Rounds are also up in London, Ontario, a city that was not long ago thinking about closing one of its three municipal courses. “A situation that appeared dire in 2009,” explains a local newspaper, “now sees city courses running at a surplus and contributing to a revitalization of the sport.” The Canadian city’s courses were expected to ring up 128,000 rounds in 2012 (up from 111,000 in 2011) and to bank profits of nearly $300,000. “Our hopes and dreams turned into reality in 2012,” a city official told the London Community News.

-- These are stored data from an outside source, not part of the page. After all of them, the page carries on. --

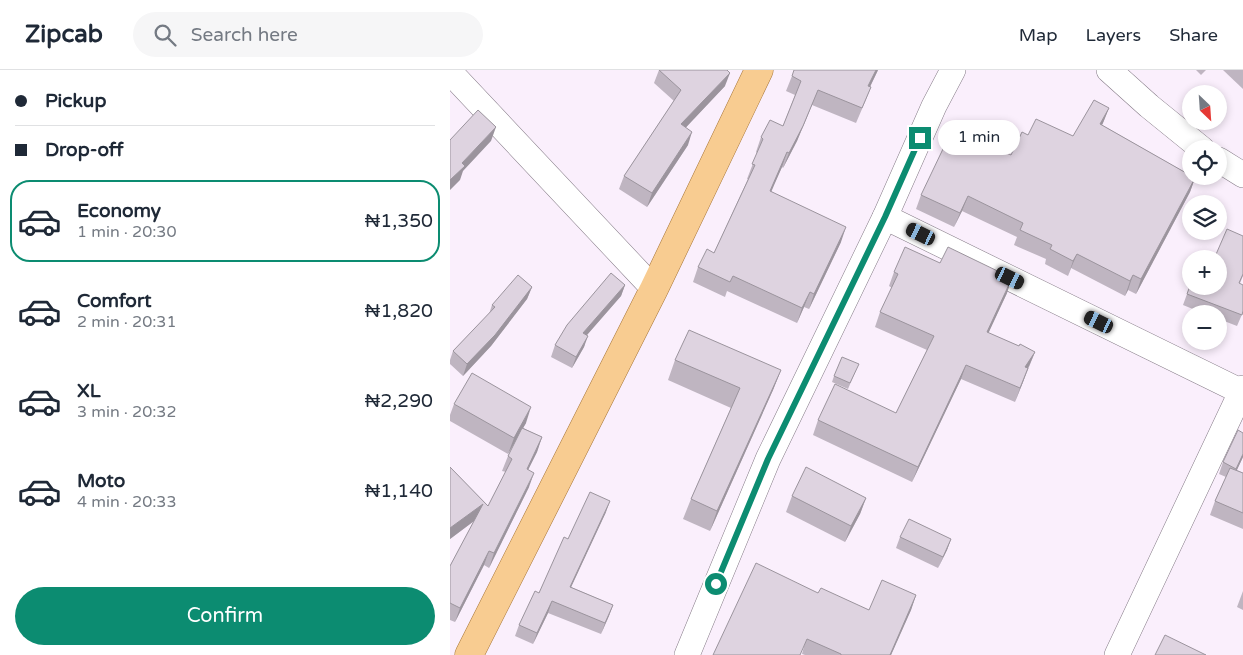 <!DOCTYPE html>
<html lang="en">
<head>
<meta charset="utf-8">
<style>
	body { margin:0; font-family:"Varela Round",sans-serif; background:#f6f6f7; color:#1f2937; height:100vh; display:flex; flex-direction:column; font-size:19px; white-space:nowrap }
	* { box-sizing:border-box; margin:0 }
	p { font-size:16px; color:#747a83 }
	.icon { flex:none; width:28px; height:28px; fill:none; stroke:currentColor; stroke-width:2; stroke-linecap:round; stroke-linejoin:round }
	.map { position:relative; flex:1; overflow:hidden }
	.details { display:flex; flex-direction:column; background:#fff; width:450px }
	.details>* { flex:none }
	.guide { display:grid; align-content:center; height:110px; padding:0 15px; background:#fff }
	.needle { width:32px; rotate:155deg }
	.fabs { position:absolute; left:732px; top:15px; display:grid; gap:10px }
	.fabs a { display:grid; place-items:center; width:45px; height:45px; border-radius:50%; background:#fff; box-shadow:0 2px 8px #0003; font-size:25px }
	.end { position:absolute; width:22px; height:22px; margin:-11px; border:6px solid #0c8c71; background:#fff; box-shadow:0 0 0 2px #fff }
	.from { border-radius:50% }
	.bubble { position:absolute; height:35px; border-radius:18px; background:#fff; box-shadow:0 2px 8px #0003; font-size:16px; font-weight:600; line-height:35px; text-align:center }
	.car { position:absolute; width:15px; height:30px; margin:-15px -8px; border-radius:6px; box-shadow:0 0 4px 1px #0007; background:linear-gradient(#222 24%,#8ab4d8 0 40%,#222 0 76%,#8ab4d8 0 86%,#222 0) }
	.guide b { display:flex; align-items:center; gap:18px; height:48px; font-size:19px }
	.guide b+b { border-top:1px solid #e0e1e3 }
	.guide i { width:12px; height:12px; background:#1f2937 }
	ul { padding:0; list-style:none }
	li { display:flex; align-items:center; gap:15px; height:82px; margin:0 10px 8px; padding:0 5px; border:2px solid transparent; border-radius:20px }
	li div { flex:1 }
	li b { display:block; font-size:19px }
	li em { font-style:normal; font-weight:600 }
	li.active { border-color:#0c8c71 }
	li>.icon { width:45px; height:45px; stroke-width:1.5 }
	.cta { display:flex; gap:10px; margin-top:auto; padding:10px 15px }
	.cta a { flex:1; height:58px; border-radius:30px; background:#0c8c71; color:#fff; font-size:20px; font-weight:600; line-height:58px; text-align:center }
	header { display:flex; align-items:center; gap:30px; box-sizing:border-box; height:70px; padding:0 25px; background:#fff; border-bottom:1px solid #e0e1e3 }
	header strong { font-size:24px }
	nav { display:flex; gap:28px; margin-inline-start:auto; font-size:18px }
	.search { width:350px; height:45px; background:#f6f6f7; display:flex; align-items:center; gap:12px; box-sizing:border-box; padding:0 18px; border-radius:28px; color:#747a83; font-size:19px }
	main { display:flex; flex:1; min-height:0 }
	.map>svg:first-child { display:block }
</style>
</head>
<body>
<header>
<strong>Zipcab</strong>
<div class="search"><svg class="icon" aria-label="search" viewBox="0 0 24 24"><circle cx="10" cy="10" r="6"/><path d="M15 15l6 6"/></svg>Search here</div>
<nav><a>Map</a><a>Layers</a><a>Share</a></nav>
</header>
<main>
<section class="details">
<div class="guide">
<b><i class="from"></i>Pickup</b>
<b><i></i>Drop-off</b>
</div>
<ul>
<li class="active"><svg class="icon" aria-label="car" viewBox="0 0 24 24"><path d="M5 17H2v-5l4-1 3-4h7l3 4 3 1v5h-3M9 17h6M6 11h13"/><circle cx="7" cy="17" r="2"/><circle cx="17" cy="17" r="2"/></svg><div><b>Economy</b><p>1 min · 20:30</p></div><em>₦1,350</em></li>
<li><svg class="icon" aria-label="car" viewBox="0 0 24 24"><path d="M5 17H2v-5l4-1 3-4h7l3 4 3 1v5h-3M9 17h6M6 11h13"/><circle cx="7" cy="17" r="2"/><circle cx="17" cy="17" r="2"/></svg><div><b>Comfort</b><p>2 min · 20:31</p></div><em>₦1,820</em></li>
<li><svg class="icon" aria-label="car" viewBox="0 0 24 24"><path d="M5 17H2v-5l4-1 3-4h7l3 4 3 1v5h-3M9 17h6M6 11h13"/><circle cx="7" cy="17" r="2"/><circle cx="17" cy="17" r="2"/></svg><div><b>XL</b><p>3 min · 20:32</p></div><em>₦2,290</em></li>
<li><svg class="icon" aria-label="car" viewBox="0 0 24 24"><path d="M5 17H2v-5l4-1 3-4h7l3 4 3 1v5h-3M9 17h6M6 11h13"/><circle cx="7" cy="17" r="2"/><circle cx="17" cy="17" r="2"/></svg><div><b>Moto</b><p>4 min · 20:33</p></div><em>₦1,140</em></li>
</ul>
<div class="cta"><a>Confirm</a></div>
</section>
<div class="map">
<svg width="793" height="585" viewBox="0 0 793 585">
	<rect width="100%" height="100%" fill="#faeffc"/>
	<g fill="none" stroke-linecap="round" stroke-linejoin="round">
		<g stroke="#857b87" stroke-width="26">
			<g id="minor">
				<path d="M659,0l40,36 53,43"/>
				<path d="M0,2l204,217"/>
				<path d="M769,90l24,15"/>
				<path d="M435,147l357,175"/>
				<path d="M237,585l81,-196 117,-242 49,-111 19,-36"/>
				<path d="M667,585l126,-267"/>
			</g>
		</g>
		<g stroke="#a67537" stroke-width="29">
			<path id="major" d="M19,585l185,-366 105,-219"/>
		</g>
		<use href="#minor" stroke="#fff" stroke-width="25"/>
		<use href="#major" stroke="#f8cc91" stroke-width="28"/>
	</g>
	<g fill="#bfb5c1">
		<path d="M209,0l66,16 -39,41 2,18 -41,62 -28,-18 5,-13 50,-75 -20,-18z"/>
		<path d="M428,0l-8,17h1l-6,15 -9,21 -44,-18 -15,36 -14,27 -1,-1 -11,24 70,51 -32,67 -5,-2 -7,16 -70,-32 -2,6 -32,-15 5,-15 16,-14 34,-74h-1l10,-26 -1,-1 5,-15 22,-11 12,-31 -9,-4 6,-15z"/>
		<path d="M746,0h10l-5,5z"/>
		<path d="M773,0h20v19z"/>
		<path d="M659,38l-7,17 93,53 -5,14 -54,102 -8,-4 -3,6 -54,-28 -3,8 -23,-12 1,-5 -32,-14 3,-8 -55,-26 -8,16 -38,-18 5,-14 90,-40 17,-20 45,1z"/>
		<path d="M793,166v40l-3,7 3,29 -6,14 -18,-7v-5h-14l-22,-9 8,-22 28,3z"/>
		<path d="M444,202l113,21 -19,40 31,13 16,6 -20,50 -54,-23 -49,103 -99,-47 5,-15 78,-7 31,-63 -52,-23 5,-15 12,-24 -3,-2z"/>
		<path d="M175,215l-4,11 -34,39 -3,12 -12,21 -21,-11 4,-12z"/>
		<path d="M82,217l-5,12 -36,47 -28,30 -13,-12v-4l3,-9 36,-37 3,-9z"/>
		<path d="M225,290l106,10 -8,20 -63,141 -27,-12 8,-20 40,-91 -63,-28z"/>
		<path d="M406,300l-8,19 -16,-7 2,-6z"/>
		<path d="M4,334l72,19 -3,5 19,9 -5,15 -9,18 1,17 -40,81 -5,-3 -29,57 -5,-2v-54l24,-45 -24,18v-72l38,39 18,-34 -4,-1 6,-15 6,-12 -6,10 -58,-33v-6z"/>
		<path d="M793,363v24l-6,13 6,3v56l-33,-14 5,-14 11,-24 -7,-3 4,-12z"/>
		<path d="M342,426l74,2 -6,16 -15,28 -59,-30z"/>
		<path d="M156,442l-35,75 42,18 -12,29 -53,-21 -15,31 -18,-8 4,-11 20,-32 29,-54z"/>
		<path d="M450,467l51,2 -4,11 -9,18 -42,-20z"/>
		<path d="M793,521v19l-6,-3z"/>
		<path d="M368,523l51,17 47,-15 -5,15 -20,45h-86l-3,-1z"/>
	</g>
	<g fill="#9b949d">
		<path d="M426,0h2l-15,31 5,-15z"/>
		<path d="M280,3l-5,13 -49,52 5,-14z"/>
		<path d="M368,20l-21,51 -14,27 6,-15z"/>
		<path d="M659,38l-6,15 -9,16 6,-15z"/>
		<path d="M46,57l-5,14 -28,30 -3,9 -10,10v-10l12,-17z"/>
		<path d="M242,62l-4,13 -41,62 5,-14z"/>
		<path d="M337,82l-5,15 -17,39 5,-15z"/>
		<path d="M745,108l-5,14 -54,102 5,-15z"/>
		<path d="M518,126l-6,15 -8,16 6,-14z"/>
		<path d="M396,157l-5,15 -32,67 5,-15z"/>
		<path d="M627,184l-6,14 -3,8 5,-15z"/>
		<path d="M683,205l-5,15 -3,6 5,-15z"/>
		<path d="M562,208l-5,15 -25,54 5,-15z"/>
		<path d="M175,215l-4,11 -42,48 4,-11z"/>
		<path d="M82,217l-5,12 -36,47 -28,30 4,-12z"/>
		<path d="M360,222l-6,15 -7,16 5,-15z"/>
		<path d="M138,266l-4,11 -12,21 4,-11z"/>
		<path d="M585,282l-6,14 -9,15 5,-14z"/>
		<path d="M516,295l-5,14 -49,103 6,-15z"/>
		<path d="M578,298l-5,14 -8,20 5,-14z"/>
		<path d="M331,300l-8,20 -63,141 7,-20z"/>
		<path d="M81,337l-5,16 -18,31 6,-16z"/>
		<path d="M92,367l-5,15 -16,32 6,-15z"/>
		<path d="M793,384v3l-11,23 4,-11z"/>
		<path d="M84,403l-5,14 -40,81 5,-15z"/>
		<path d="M416,428l-6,16 -15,28 6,-16z"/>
		<path d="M160,431l-4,11 -40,86 4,-11z"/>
		<path d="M33,434l-5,14 -28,21v-11z"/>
		<path d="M501,469l-4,11 -9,18 5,-11z"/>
		<path d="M39,481l-5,14 -29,57 5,-14z"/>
		<path d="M466,525l-5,15 -20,45h-1z"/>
		<path d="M102,531l-4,12 -15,31 4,-11z"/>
		<path d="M163,535l-4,11 -8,18 4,-11z"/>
	</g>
	<g fill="#ded3e0" stroke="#9b949d">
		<path d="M209,0h68l3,3 -49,51 11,8 -40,61 -28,-17 57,-86z"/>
		<path d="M344,0h82l-8,16 3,1 -9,21 -44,-18 -15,36 -14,27 -2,-1 -17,39 76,36 -32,67 -4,-2 -8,16 -69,-32 -3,6 -32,-15 9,-18 7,4 41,-88 -3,-1 11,-25 -2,-2 9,-17 13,6 18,-45 -9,-5z"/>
		<path d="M644,30l15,8 -9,16 95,54 -54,101 -8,-4 -3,6 -53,-27 -4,7 -23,-12 2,-4 -32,-15 3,-7 -55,-27 -8,17 -39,-18 32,-67 58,27 11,-23 6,3 8,-16 37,17z"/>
		<path d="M28,40l18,17 -34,36 3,3 -15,14v-40z"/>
		<path d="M777,159l16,7v38l-4,9 4,2v26l-1,4 -55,-21 4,-11v3h28v-27h-5z"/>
		<path d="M455,177l35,16 8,-16 64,31 -25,54 32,14 1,-2 15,8 -10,15 3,1 -8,20 -54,-23 -48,102 -100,-47 17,-36 61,29 38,-77 -54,-24 18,-38 -4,-2z"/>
		<path d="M161,203l14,12 -42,48 5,3 -12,21 -21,-12 12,-20z"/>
		<path d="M68,205l14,12 -37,48 -28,29 -14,-13 42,-44 -3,-2z"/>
		<path d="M239,260l92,40 -64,141 -26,-12 49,-111 -65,-28z"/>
		<path d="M392,287l17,7 -9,19 -16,-7z"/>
		<path d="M22,303l59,34 -17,31 -60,-34z"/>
		<path d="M72,358l20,9 -15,32 7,4 -40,80 -5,-2 -29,57 -10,-5v-37l33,-62 -33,24v-61l38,39 24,-47 -4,-3z"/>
		<path d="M788,360l5,3v21l-7,15 -13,-7z"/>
		<path d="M356,397l60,31 -15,28 -59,-30z"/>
		<path d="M780,398l13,5v40l-28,-12z"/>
		<path d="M140,422l20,9 -40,86 43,18 -8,18 -53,-22 -15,32 -18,-8 16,-34 4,2 25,-56 4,2z"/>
		<path d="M459,449l42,20 -8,18 -43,-20z"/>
		<path d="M306,493l62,30 3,-5 48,22 13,-30 34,15 -26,60h-49v-1l-34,-15 -7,16h-87z"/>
		<path d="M715,565l41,20h-51z"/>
	</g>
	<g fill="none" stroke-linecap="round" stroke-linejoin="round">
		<path stroke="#0c8c71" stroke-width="6" d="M266,514l52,-125 117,-242 35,-79"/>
	</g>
</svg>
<div class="fabs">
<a><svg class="needle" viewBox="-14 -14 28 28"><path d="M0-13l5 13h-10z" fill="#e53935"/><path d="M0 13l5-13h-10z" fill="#747a83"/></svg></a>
<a><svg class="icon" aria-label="locate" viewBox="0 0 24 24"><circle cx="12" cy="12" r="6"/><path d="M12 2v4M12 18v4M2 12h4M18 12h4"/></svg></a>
<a><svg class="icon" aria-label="layers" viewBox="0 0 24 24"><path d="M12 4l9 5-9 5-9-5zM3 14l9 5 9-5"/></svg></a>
<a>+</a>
<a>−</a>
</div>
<i class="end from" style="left:266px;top:514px"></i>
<i class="end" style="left:470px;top:68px"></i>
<div class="bubble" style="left:488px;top:50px;width:82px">1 min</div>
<i class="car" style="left:471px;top:164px;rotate:296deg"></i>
<i class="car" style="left:560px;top:208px;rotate:116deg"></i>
<i class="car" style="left:649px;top:252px;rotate:296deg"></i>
</div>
</main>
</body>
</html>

Club golfers in Australia played nearly 12.4 million rounds last year, according to the Australian Golf Industry Council, an increase of 2.4 percent over the number posted in 2011. “Australian golfers are playing more rounds of golf and spending more time at their favorite courses, which is a big positive for everyone in the industry,” the AGIC’s chairman said in a press release. The AGIC’s data indicates that 45 percent of last year’s rounds were played in metropolitan areas and that men and boys accounted for more than 81 percent of the rounds played.
The resident pro at Caesarea Golf Club -- the only 18-hole golf course in Israel -- guesstimates that his nation has between 20,000 and 30,000 true golfers, which he defines as people who play at least twice a year. Speaking to the Baltimore Jewish Times, Andy Santos also issued a challenge to course owners in the United States. “If every golf course in the states would do what we do to develop golf,” he said, “there would not be a decline in the golfing market. We are building golfers every year. Anywhere from 20 to 50 sovereign Israelis become golfers every year.”
What’s the hottest brand in golf equipment today? Hands down, it’s TaylorMade, which controls 47 percent of the market for woods and 25 percent of the market for irons, according to figures provided by Golf Datatech. Callaway is number two in sales of clubs, but the trajectory of the companies’ recent sales figures reveal a chasm that won’t soon be bridged. Since 2007, the Wall Street Journal reports, TaylorMade’s sales have increased by 21 percent while Callaway’s have decreased by 26 percent.